Claimant’s argue that Mulligan is form over substance. If the Supreme Court affirms the Court of Appeals’ conclusion that the Board engaged in substantive rule-making and so exceeded its authority, then Rule 205(b)(4) is invalid, and an employer/insurer who fail to comply with the time deadline will not be liable for non-work-related medical treatment. Similarly, if the Supreme Court reverses the Court of Appeals, finding that the Board did not engage in substantive rule-making, then Rule 205(b)(4) is valid, but the outcome is the same because pursuant to the text and purpose of Rule 205, an employer/insurer’s failure to comply with the deadline does not make them liable for medical treatment unrelated to a claimant’s work injury.

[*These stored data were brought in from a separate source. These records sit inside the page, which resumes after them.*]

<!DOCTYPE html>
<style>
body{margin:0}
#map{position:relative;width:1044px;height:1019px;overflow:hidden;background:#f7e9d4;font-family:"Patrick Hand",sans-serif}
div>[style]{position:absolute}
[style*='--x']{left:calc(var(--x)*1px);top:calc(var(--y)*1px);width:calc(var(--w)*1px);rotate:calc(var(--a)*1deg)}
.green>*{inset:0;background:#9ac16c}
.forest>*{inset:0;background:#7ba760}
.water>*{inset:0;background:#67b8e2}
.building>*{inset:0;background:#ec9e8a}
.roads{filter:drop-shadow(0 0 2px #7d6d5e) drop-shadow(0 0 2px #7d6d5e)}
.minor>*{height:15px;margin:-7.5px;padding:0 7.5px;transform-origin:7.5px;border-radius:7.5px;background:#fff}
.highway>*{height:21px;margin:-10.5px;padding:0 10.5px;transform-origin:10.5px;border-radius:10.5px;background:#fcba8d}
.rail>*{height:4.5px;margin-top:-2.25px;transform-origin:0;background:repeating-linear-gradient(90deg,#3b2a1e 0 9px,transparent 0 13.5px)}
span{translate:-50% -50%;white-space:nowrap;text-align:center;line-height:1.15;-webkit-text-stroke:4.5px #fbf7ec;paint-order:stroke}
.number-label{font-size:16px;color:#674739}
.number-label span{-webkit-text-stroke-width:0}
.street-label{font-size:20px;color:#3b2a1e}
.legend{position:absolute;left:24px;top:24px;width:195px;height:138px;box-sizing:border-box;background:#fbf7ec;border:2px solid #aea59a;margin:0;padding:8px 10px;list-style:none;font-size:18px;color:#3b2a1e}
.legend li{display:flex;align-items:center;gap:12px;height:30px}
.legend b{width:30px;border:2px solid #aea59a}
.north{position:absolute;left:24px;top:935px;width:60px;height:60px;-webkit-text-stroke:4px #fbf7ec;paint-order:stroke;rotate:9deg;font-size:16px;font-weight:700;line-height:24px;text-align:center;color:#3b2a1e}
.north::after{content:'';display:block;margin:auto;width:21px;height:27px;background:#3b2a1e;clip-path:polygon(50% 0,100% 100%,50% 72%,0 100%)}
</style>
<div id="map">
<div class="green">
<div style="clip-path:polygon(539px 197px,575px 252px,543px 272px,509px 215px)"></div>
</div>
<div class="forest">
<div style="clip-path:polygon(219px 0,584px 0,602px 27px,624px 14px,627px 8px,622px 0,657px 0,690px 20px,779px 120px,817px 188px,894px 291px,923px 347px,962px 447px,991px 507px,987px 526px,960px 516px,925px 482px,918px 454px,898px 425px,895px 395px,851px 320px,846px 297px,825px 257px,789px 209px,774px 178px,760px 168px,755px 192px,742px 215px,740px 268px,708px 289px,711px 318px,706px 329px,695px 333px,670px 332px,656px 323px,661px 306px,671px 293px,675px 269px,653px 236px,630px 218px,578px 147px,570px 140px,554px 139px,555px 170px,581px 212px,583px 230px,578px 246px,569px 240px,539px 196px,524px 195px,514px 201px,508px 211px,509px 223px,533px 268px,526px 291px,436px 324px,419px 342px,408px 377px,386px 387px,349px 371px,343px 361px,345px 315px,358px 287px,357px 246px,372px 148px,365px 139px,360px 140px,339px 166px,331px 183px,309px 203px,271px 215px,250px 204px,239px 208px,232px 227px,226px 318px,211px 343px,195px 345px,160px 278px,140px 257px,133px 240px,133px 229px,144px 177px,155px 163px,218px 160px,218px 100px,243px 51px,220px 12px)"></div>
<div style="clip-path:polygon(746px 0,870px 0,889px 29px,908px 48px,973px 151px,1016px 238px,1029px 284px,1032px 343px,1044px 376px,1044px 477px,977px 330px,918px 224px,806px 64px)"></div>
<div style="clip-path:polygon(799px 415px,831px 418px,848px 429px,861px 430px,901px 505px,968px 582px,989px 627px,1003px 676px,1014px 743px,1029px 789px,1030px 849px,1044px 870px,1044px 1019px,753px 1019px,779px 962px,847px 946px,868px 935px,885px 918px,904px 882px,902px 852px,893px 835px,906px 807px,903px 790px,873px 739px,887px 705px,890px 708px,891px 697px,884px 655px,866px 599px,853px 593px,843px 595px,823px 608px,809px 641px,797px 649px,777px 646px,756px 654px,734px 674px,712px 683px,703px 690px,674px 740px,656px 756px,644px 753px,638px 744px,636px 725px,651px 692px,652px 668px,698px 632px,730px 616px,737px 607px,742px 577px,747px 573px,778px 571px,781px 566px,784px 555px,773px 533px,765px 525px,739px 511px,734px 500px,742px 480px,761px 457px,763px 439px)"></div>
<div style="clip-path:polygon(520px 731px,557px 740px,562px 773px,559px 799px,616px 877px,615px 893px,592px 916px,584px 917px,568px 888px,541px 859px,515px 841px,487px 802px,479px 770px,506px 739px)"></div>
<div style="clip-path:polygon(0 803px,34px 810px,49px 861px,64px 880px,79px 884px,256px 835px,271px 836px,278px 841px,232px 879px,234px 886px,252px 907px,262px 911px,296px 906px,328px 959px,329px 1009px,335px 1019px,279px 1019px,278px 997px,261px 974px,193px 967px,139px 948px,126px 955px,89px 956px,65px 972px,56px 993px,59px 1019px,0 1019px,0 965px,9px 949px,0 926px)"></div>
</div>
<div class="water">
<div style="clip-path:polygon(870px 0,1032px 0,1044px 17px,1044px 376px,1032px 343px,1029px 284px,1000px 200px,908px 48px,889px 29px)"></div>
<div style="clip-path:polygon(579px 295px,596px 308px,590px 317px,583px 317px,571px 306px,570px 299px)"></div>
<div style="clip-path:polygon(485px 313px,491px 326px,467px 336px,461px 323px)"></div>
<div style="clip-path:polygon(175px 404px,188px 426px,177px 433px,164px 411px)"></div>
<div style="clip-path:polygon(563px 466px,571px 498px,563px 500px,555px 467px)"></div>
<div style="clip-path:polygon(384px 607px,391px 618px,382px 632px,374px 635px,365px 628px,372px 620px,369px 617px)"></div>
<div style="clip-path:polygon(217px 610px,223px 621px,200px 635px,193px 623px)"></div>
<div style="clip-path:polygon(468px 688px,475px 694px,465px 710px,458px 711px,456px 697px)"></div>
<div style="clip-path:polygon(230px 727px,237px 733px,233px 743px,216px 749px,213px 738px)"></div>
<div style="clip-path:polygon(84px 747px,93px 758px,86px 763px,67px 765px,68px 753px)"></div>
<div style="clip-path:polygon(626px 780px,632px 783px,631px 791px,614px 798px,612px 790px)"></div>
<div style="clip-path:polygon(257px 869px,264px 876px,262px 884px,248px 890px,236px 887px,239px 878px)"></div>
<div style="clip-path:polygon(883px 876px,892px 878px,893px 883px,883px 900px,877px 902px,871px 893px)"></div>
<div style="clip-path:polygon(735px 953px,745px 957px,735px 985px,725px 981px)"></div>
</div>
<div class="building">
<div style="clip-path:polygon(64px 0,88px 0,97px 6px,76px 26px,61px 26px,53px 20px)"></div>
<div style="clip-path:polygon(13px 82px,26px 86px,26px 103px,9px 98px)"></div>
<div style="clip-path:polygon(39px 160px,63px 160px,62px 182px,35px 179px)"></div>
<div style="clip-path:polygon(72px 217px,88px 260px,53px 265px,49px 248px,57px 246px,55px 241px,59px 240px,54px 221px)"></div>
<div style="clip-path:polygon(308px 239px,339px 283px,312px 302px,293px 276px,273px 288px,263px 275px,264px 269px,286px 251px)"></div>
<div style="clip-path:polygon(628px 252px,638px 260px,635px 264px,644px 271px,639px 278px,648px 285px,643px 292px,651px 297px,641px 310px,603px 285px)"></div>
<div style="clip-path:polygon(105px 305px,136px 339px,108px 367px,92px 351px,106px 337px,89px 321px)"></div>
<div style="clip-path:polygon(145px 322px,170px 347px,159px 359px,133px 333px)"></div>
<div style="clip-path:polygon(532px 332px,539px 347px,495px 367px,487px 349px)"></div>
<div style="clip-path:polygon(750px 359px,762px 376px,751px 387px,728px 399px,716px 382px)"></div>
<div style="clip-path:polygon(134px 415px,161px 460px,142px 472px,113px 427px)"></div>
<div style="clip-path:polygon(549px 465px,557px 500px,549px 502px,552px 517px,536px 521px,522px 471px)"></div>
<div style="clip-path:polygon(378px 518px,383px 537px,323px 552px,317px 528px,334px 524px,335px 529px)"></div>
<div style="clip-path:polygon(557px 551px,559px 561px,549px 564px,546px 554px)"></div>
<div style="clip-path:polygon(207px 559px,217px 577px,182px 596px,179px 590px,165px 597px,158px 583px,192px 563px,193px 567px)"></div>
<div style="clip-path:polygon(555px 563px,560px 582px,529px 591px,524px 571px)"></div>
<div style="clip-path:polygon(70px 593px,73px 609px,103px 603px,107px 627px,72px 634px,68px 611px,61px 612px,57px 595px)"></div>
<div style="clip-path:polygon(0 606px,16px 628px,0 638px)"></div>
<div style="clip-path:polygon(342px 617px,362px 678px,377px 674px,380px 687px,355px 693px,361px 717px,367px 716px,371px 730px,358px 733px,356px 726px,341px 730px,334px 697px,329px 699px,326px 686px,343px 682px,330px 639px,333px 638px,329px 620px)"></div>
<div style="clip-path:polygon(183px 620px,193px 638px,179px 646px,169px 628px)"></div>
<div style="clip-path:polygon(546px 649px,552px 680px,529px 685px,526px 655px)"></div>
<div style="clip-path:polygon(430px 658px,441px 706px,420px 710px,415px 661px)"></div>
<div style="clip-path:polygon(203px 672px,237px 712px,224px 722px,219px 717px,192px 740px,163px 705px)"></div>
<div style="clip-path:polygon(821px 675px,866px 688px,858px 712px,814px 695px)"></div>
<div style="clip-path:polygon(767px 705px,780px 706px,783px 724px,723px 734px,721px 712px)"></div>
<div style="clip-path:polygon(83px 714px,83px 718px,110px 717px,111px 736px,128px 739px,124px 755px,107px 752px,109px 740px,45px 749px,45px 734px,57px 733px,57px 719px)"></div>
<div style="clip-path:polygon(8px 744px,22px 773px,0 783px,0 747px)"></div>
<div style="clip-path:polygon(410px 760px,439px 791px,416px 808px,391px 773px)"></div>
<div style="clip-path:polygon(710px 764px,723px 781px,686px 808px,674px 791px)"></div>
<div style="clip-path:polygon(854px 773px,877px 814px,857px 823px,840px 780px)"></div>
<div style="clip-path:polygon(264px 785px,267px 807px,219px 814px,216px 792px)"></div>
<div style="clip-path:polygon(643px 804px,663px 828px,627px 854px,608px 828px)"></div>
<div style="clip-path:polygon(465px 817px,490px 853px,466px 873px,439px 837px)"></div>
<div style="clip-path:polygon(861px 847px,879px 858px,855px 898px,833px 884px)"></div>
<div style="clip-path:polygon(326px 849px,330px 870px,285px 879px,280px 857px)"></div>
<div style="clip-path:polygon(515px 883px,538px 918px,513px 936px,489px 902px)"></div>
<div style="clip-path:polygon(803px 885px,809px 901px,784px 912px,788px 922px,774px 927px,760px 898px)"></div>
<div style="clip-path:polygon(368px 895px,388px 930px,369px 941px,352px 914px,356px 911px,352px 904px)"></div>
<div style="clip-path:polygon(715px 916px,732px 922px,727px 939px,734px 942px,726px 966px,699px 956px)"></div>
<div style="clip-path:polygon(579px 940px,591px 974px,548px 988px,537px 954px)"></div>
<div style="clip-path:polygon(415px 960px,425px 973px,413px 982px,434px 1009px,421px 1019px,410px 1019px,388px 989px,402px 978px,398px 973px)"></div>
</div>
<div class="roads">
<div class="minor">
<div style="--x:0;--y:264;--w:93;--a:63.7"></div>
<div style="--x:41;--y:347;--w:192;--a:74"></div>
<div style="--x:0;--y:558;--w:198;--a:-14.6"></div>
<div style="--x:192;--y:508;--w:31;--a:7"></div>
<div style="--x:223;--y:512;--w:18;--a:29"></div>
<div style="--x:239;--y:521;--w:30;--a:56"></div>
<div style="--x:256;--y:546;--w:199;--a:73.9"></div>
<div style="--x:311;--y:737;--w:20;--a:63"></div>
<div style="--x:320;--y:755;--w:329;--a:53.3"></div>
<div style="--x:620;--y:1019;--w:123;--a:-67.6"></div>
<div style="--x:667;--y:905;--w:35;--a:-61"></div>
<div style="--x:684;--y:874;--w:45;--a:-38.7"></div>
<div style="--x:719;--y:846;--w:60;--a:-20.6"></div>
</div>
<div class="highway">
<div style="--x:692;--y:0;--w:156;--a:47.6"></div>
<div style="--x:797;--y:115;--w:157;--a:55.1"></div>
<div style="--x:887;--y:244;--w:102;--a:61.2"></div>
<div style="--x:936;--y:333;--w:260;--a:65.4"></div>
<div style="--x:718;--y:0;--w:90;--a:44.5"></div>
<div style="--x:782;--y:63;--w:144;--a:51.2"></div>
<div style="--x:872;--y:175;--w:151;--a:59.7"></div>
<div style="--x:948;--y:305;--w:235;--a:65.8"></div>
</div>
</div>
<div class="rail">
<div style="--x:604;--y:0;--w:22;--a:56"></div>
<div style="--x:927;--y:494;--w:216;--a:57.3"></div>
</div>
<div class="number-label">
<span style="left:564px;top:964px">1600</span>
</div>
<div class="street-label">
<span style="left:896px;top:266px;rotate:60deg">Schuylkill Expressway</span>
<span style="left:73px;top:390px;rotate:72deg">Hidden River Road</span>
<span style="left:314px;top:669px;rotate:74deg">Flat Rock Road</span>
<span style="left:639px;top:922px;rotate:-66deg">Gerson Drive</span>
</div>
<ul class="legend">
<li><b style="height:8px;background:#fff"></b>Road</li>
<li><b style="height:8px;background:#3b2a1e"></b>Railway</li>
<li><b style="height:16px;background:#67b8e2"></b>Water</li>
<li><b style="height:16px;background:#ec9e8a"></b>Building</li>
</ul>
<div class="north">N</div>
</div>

Although the non-complying employer/insurer prevailed in Mulligan, Rule 205 should not be taken lightly. It is essential that employer/insurers do not overlook the fact that in Mulligan, the Court of Appeals reinforced its prior holding in the first case to reach that court in which a specific attack was made on Rule 205(b)(3)(a), Caremore, Inc./Wooddale Nursing Home v. Hollis, 283 Ga. App. 681, 642 S.E.2d 375 (2007). In that case, the Court of Appeals found the Board does have authority to assess civil penalties and attorney fees against an employer/insurer for failure to timely respond to an ATP’s proper WC-205 request where compensability of treatment is not at issue. Significantly, failure to follow procedure carries negative consequences, and the Supreme Court’s upcoming decision will not alter that fact. Compliance with Rule 205 is crucial to avoid unnecessary expenses.